==== PROVIDED DATA

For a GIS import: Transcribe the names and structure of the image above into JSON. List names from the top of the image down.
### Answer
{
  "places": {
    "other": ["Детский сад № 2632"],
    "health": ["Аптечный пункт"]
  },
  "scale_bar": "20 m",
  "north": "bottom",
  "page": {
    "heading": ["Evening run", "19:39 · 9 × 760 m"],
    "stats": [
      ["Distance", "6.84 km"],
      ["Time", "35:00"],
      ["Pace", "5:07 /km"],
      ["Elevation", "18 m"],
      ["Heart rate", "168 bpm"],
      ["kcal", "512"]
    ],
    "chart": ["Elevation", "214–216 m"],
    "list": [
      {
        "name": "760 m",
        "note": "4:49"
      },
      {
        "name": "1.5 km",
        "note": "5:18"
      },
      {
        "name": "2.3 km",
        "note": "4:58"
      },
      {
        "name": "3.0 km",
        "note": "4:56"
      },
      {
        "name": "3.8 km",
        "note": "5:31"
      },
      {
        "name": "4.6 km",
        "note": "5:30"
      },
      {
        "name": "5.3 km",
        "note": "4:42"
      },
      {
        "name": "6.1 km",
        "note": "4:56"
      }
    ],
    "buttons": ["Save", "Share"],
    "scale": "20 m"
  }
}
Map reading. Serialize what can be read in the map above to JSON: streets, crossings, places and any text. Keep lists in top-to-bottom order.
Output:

========

WHAT YOU HAVE TO DO: Output the data exactly, so that every line matches the original.

ANSWER FOR THIS EXERCISE:
For a GIS import: Transcribe the names and structure of the image above into JSON. List names from the top of the image down.
### Answer
{
  "places": {
    "other": ["Детский сад № 2632"],
    "health": ["Аптечный пункт"]
  },
  "scale_bar": "20 m",
  "north": "bottom",
  "page": {
    "heading": ["Evening run", "19:39 · 9 × 760 m"],
    "stats": [
      ["Distance", "6.84 km"],
      ["Time", "35:00"],
      ["Pace", "5:07 /km"],
      ["Elevation", "18 m"],
      ["Heart rate", "168 bpm"],
      ["kcal", "512"]
    ],
    "chart": ["Elevation", "214–216 m"],
    "list": [
      {
        "name": "760 m",
        "note": "4:49"
      },
      {
        "name": "1.5 km",
        "note": "5:18"
      },
      {
        "name": "2.3 km",
        "note": "4:58"
      },
      {
        "name": "3.0 km",
        "note": "4:56"
      },
      {
        "name": "3.8 km",
        "note": "5:31"
      },
      {
        "name": "4.6 km",
        "note": "5:30"
      },
      {
        "name": "5.3 km",
        "note": "4:42"
      },
      {
        "name": "6.1 km",
        "note": "4:56"
      }
    ],
    "buttons": ["Save", "Share"],
    "scale": "20 m"
  }
}
Map reading. Serialize what can be read in the map above to JSON: streets, crossings, places and any text. Keep lists in top-to-bottom order.
Output:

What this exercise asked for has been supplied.